EXERCISE GOAL — Reproduce the full listing below unchanged, apart from the pictures.

TASK INPUT —
┏━━

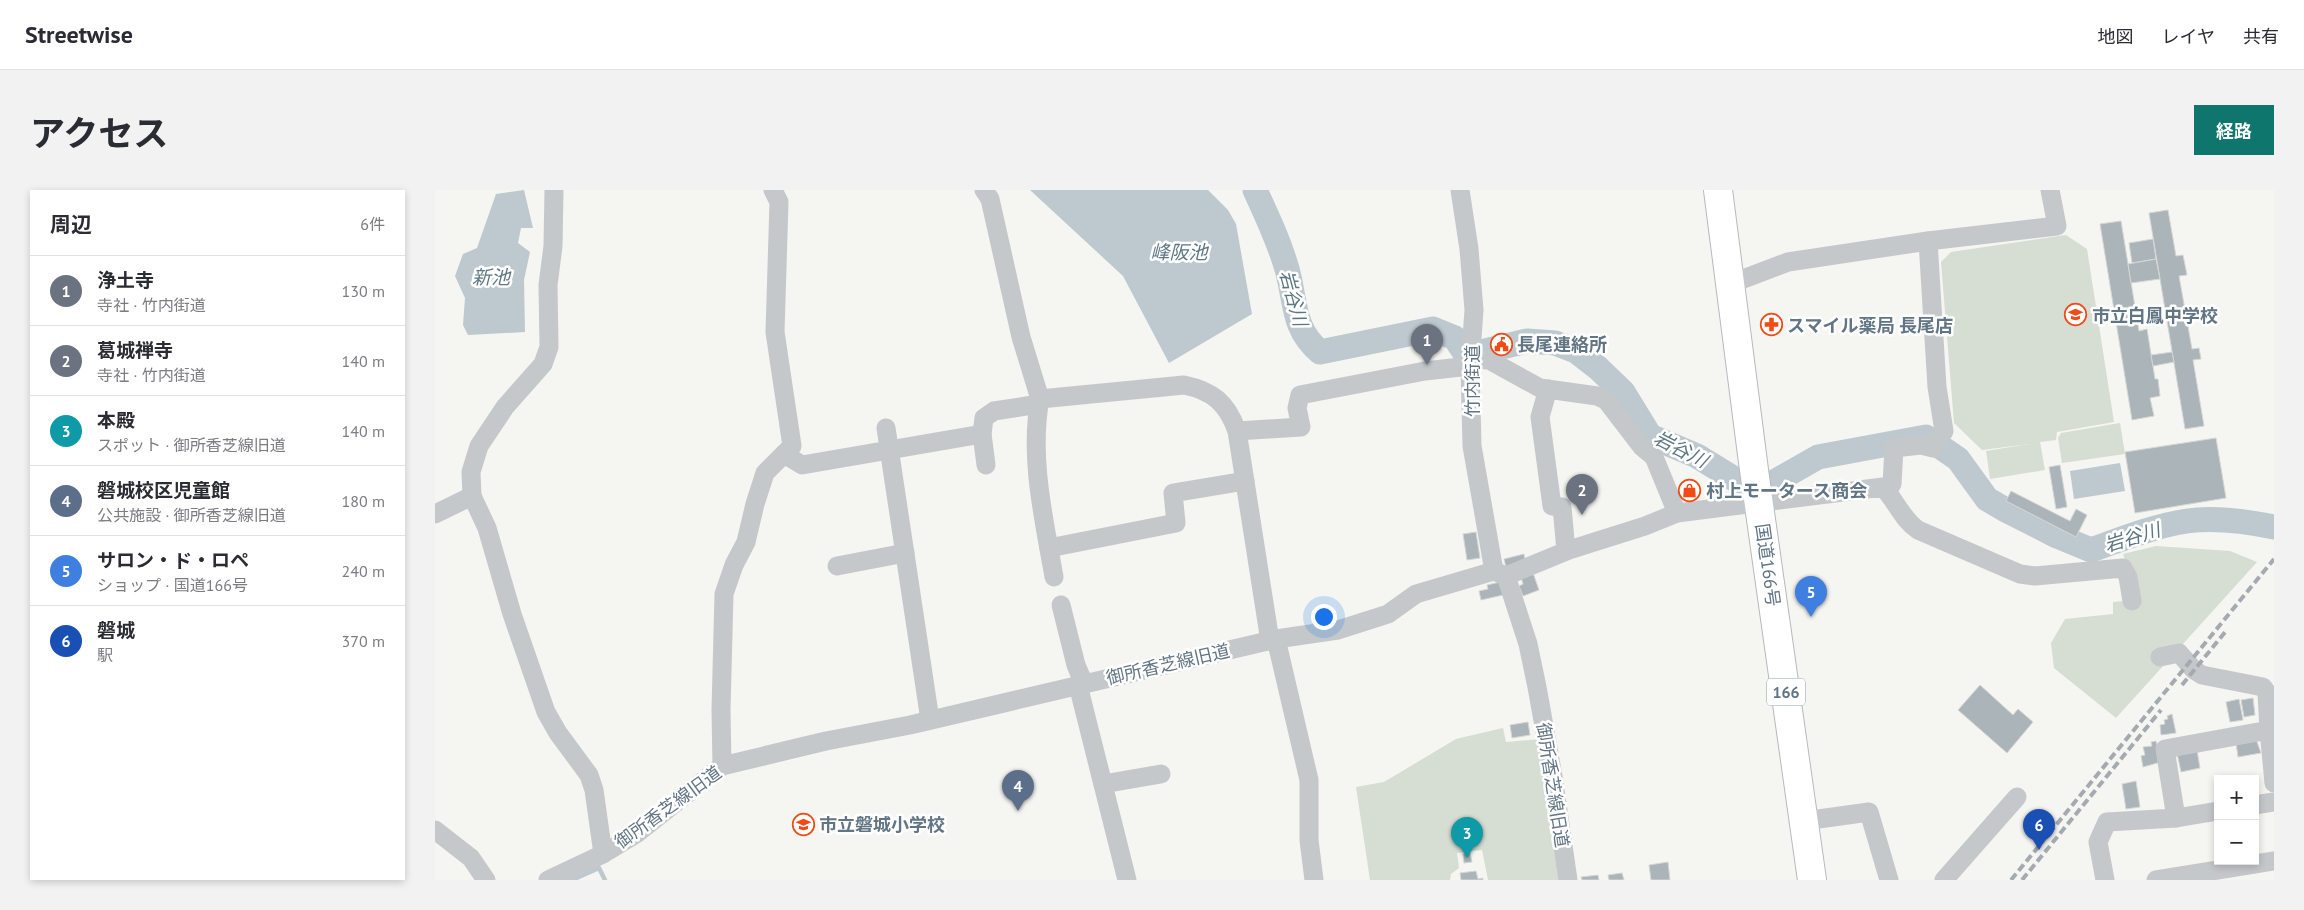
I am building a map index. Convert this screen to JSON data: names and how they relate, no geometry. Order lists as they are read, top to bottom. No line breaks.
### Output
{"streets":{"highway":["国道166号","166"],"street":["竹内街道","御所香芝線旧道"]},"crossings":[["竹内街道","御所香芝線旧道"]],"water":["峰阪池","新池","岩谷川"],"places":{"school or university":["市立白鳳中学校","市立磐城小学校"],"pharmacy":["スマイル薬局 長尾店"],"public building":["長尾連絡所"],"shop":["村上モータース商会"]},"page":{"header":"Streetwise","nav":["地図","レイヤ","共有"],"title":"アクセス","buttons":"経路","heading":["周辺","6件"],"list":[{"mark":"1","name":"浄土寺","note":"寺社 · 竹内街道","value":"130 m"},{"mark":"2","name":"葛城禅寺","note":"寺社 · 竹内街道","value":"140 m"},{"mark":"3","name":"本殿","note":"スポット · 御所香芝線旧道","value":"140 m"},{"mark":"4","name":"磐城校区児童館","note":"公共施設 · 御所香芝線旧道","value":"180 m"},{"mark":"5","name":"サロン・ド・ロペ","note":"ショップ · 国道166号","value":"240 m"},{"mark":"6","name":"磐城","note":"駅","value":"370 m"}],"pins":["1","2","5","4","6","3"],"map_buttons":["+","−"]}}
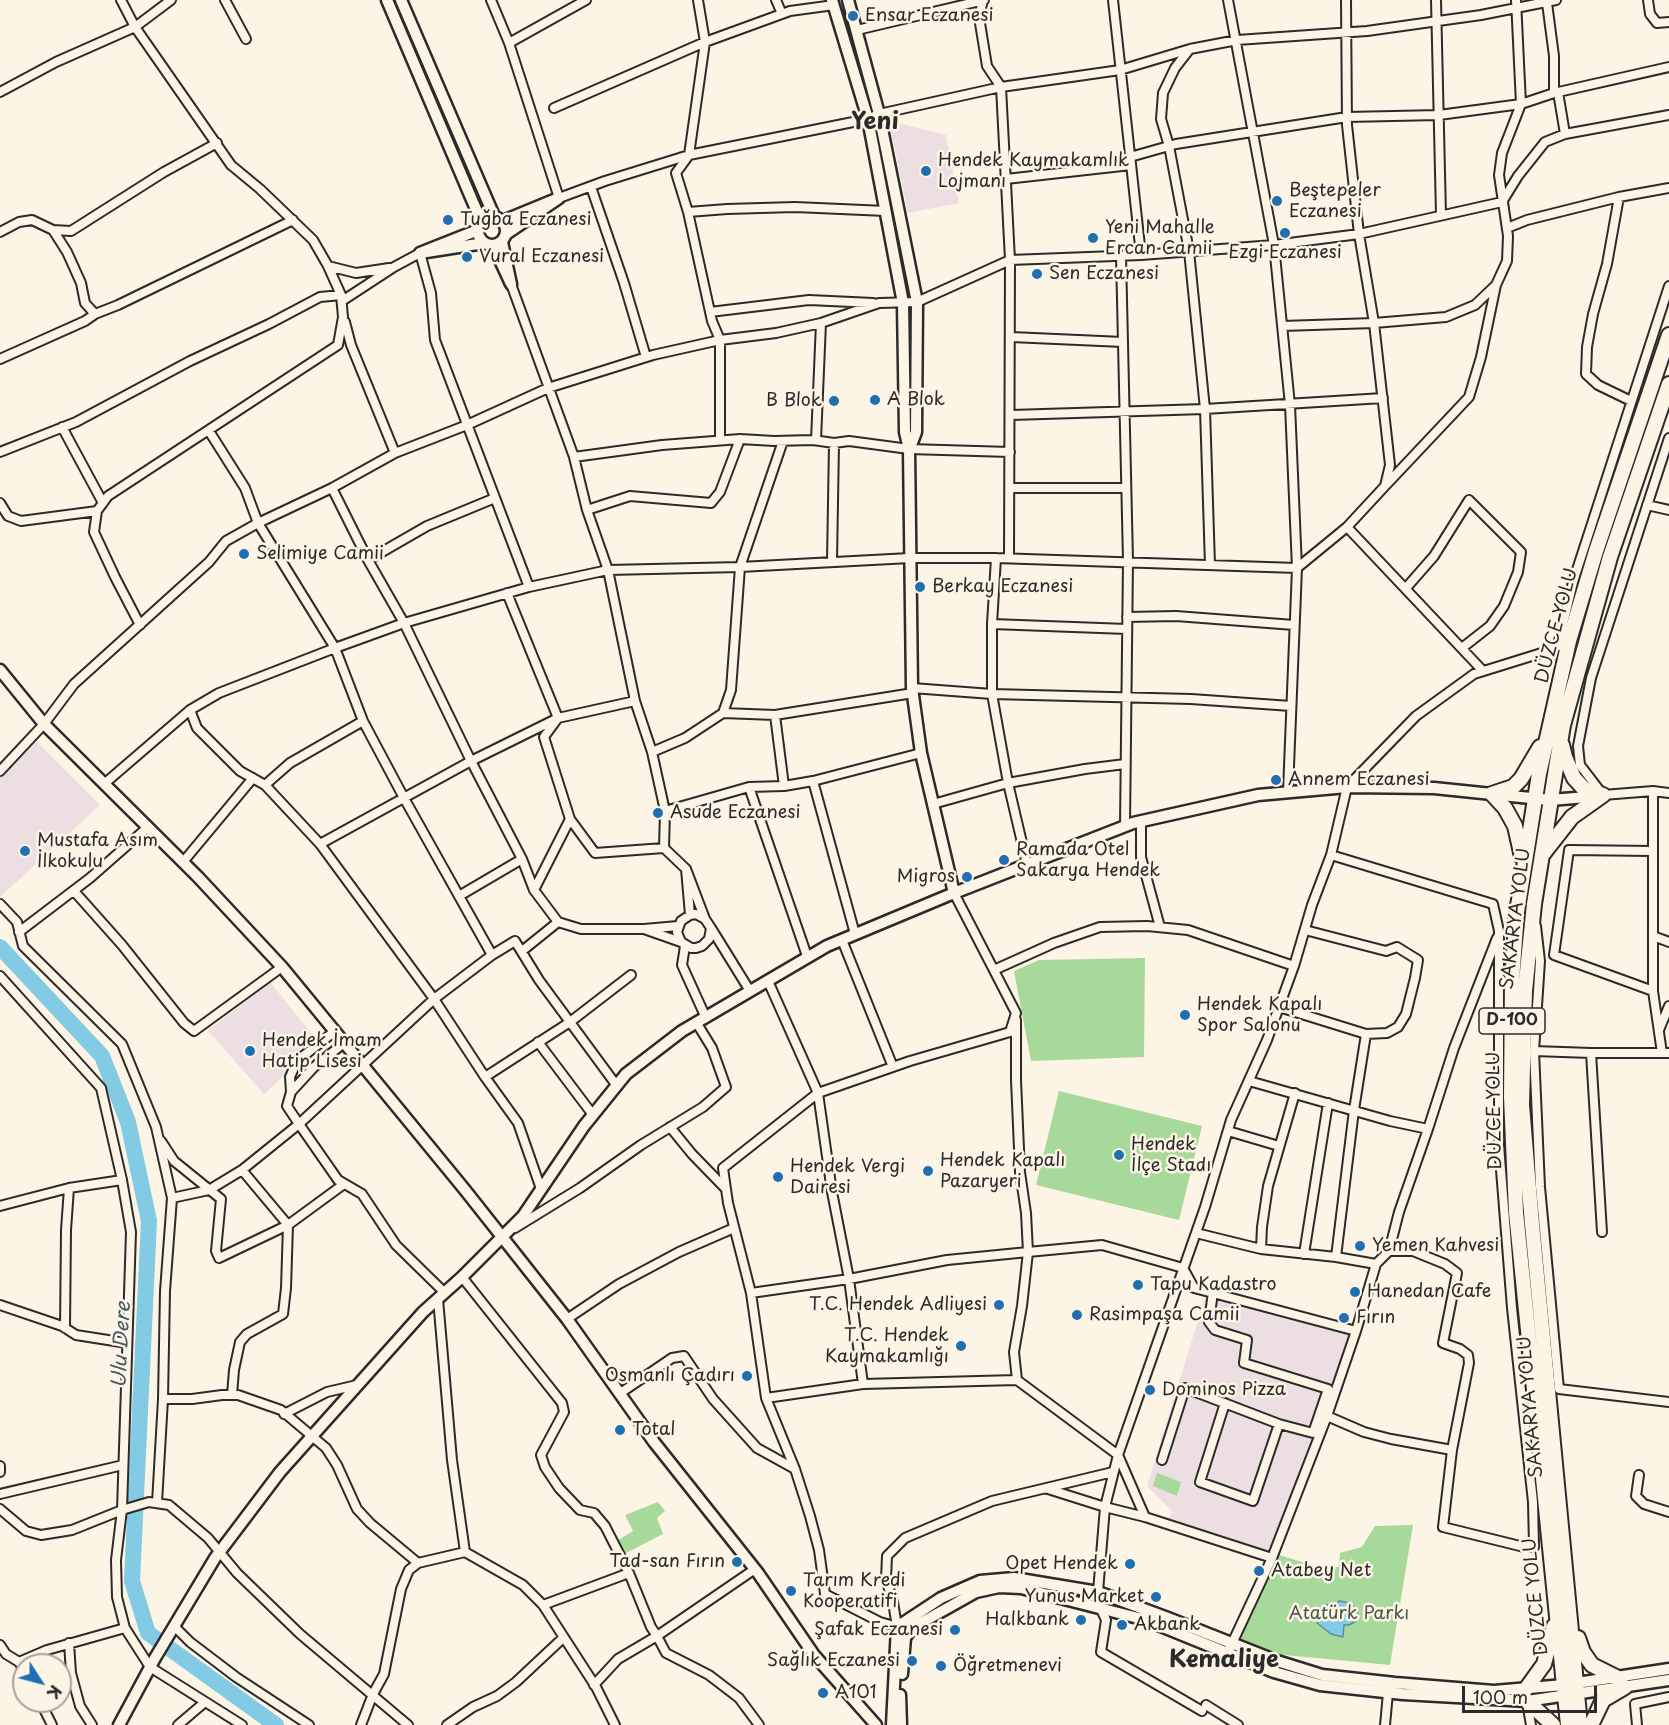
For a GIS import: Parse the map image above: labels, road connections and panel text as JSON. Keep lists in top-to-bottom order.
{
  "streets": {
    "highway": ["DÜZCE YOLU", "SAKARYA YOLU", "D-100"]
  },
  "crossings": [
    ["DÜZCE YOLU", "SAKARYA YOLU"],
    ["DÜZCE YOLU", "D-100"]
  ],
  "districts": ["Yeni", "Kemaliye"],
  "water": ["Ulu Dere"],
  "parks": ["Atatürk Parkı"],
  "places": [
    "Ensar Eczanesi",
    "Hendek Kaymakamlık Lojmanı",
    "Beştepeler Eczanesi",
    "Tuğba Eczanesi",
    "Ezgi Eczanesi",
    "Yeni Mahalle Ercan Camii",
    "Vural Eczanesi",
    "Sen Eczanesi",
    "A Blok",
    "B Blok",
    "Selimiye Camii",
    "Berkay Eczanesi",
    "Annem Eczanesi",
    "Asude Eczanesi",
    "Mustafa Asım İlkokulu",
    "Ramada Otel Sakarya Hendek",
    "Migros",
    "Hendek Kapalı Spor Salonu",
    "Hendek İmam Hatip Lisesi",
    "Hendek İlçe Stadı",
    "Hendek Kapalı Pazaryeri",
    "Hendek Vergi Dairesi",
    "Yemen Kahvesi",
    "Tapu Kadastro",
    "Hanedan Cafe",
    "T.C. Hendek Adliyesi",
    "Rasimpaşa Camii",
    "Fırın",
    "T.C. Hendek Kaymakamlığı",
    "Osmanlı Çadırı",
    "Dominos Pizza",
    "Total",
    "Tad-san Fırın",
    "Opet Hendek",
    "Atabey Net",
    "Tarım Kredi Kooperatifi",
    "Yunus Market",
    "Halkbank",
    "Akbank",
    "Şafak Eczanesi",
    "Sağlık Eczanesi",
    "Öğretmenevi",
    "A101"
  ],
  "scale_bar": "100 m",
  "north": "bottom right"
}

┗━━

ANSWER SPACE —
I am building a map index. Convert this screen to JSON data: names and how they relate, no geometry. Order lists as they are read, top to bottom. No line breaks.
### Output
{"streets":{"highway":["国道166号","166"],"street":["竹内街道","御所香芝線旧道"]},"crossings":[["竹内街道","御所香芝線旧道"]],"water":["峰阪池","新池","岩谷川"],"places":{"school or university":["市立白鳳中学校","市立磐城小学校"],"pharmacy":["スマイル薬局 長尾店"],"public building":["長尾連絡所"],"shop":["村上モータース商会"]},"page":{"header":"Streetwise","nav":["地図","レイヤ","共有"],"title":"アクセス","buttons":"経路","heading":["周辺","6件"],"list":[{"mark":"1","name":"浄土寺","note":"寺社 · 竹内街道","value":"130 m"},{"mark":"2","name":"葛城禅寺","note":"寺社 · 竹内街道","value":"140 m"},{"mark":"3","name":"本殿","note":"スポット · 御所香芝線旧道","value":"140 m"},{"mark":"4","name":"磐城校区児童館","note":"公共施設 · 御所香芝線旧道","value":"180 m"},{"mark":"5","name":"サロン・ド・ロペ","note":"ショップ · 国道166号","value":"240 m"},{"mark":"6","name":"磐城","note":"駅","value":"370 m"}],"pins":["1","2","5","4","6","3"],"map_buttons":["+","−"]}}
For a GIS import: Parse the map image above: labels, road connections and panel text as JSON. Keep lists in top-to-bottom order.
{
  "streets": {
    "highway": ["DÜZCE YOLU", "SAKARYA YOLU", "D-100"]
  },
  "crossings": [
    ["DÜZCE YOLU", "SAKARYA YOLU"],
    ["DÜZCE YOLU", "D-100"]
  ],
  "districts": ["Yeni", "Kemaliye"],
  "water": ["Ulu Dere"],
  "parks": ["Atatürk Parkı"],
  "places": [
    "Ensar Eczanesi",
    "Hendek Kaymakamlık Lojmanı",
    "Beştepeler Eczanesi",
    "Tuğba Eczanesi",
    "Ezgi Eczanesi",
    "Yeni Mahalle Ercan Camii",
    "Vural Eczanesi",
    "Sen Eczanesi",
    "A Blok",
    "B Blok",
    "Selimiye Camii",
    "Berkay Eczanesi",
    "Annem Eczanesi",
    "Asude Eczanesi",
    "Mustafa Asım İlkokulu",
    "Ramada Otel Sakarya Hendek",
    "Migros",
    "Hendek Kapalı Spor Salonu",
    "Hendek İmam Hatip Lisesi",
    "Hendek İlçe Stadı",
    "Hendek Kapalı Pazaryeri",
    "Hendek Vergi Dairesi",
    "Yemen Kahvesi",
    "Tapu Kadastro",
    "Hanedan Cafe",
    "T.C. Hendek Adliyesi",
    "Rasimpaşa Camii",
    "Fırın",
    "T.C. Hendek Kaymakamlığı",
    "Osmanlı Çadırı",
    "Dominos Pizza",
    "Total",
    "Tad-san Fırın",
    "Opet Hendek",
    "Atabey Net",
    "Tarım Kredi Kooperatifi",
    "Yunus Market",
    "Halkbank",
    "Akbank",
    "Şafak Eczanesi",
    "Sağlık Eczanesi",
    "Öğretmenevi",
    "A101"
  ],
  "scale_bar": "100 m",
  "north": "bottom right"
}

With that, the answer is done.